MATERIAL FOR THE TASK.
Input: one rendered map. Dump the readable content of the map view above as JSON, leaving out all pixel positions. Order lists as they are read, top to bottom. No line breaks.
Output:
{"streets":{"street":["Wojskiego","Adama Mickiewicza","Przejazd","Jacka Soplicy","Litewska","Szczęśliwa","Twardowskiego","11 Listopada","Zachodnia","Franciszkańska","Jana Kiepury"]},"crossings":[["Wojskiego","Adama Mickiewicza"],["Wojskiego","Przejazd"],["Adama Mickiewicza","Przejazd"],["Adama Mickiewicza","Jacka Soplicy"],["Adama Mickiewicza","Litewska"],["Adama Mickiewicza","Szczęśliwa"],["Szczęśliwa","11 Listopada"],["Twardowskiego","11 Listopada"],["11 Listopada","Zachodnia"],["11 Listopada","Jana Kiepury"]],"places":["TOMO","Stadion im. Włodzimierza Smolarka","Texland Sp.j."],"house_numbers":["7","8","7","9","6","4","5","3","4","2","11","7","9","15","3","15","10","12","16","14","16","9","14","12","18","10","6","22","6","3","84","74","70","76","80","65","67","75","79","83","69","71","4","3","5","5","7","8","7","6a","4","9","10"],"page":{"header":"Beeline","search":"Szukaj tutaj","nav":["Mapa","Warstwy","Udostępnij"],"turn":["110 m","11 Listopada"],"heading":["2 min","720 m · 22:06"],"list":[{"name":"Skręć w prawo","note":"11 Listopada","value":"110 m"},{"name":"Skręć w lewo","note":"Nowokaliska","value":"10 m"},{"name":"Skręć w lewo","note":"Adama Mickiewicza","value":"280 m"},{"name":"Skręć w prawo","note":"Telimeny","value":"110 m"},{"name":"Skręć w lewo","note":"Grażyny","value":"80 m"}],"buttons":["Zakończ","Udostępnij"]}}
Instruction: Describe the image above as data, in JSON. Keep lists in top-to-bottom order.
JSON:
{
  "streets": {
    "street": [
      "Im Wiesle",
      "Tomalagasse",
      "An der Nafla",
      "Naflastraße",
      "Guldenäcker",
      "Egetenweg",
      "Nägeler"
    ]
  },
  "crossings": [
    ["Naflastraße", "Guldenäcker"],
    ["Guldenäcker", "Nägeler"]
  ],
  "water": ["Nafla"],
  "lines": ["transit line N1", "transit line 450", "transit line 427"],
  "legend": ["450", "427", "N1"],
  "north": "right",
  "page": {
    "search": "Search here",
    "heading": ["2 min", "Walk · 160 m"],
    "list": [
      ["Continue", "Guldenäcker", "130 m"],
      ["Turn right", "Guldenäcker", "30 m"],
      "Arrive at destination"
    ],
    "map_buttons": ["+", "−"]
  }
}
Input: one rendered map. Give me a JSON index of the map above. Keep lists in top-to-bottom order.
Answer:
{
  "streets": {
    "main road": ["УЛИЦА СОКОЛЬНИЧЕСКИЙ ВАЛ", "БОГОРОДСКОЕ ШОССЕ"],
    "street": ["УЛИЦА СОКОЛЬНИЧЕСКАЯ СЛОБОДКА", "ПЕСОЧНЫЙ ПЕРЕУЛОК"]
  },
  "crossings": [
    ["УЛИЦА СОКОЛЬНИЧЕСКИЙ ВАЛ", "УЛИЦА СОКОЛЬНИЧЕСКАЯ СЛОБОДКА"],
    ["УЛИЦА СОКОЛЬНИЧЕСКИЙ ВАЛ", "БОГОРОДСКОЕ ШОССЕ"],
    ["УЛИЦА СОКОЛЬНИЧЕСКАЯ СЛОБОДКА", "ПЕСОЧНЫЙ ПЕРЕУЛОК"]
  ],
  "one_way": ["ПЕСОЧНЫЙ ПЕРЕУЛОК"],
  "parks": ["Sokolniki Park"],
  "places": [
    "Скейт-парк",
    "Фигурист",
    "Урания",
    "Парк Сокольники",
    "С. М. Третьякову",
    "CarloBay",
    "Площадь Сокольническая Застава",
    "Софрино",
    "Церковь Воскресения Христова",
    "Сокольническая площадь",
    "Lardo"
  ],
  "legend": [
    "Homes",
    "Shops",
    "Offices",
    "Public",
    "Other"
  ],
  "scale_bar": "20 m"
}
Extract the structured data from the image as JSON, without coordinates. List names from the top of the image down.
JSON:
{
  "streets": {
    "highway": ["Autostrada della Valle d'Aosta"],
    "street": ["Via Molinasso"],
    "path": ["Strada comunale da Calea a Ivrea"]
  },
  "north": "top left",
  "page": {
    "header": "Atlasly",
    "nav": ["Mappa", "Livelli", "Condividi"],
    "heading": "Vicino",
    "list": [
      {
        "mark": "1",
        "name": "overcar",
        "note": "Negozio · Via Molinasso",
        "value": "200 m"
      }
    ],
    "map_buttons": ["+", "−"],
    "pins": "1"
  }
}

TRY IT. Among the records above, find the lines that contain "Keep" and copy every one.

YOUR SOLUTION.
Instruction: Describe the image above as data, in JSON. Keep lists in top-to-bottom order.
Input: one rendered map. Give me a JSON index of the map above. Keep lists in top-to-bottom order.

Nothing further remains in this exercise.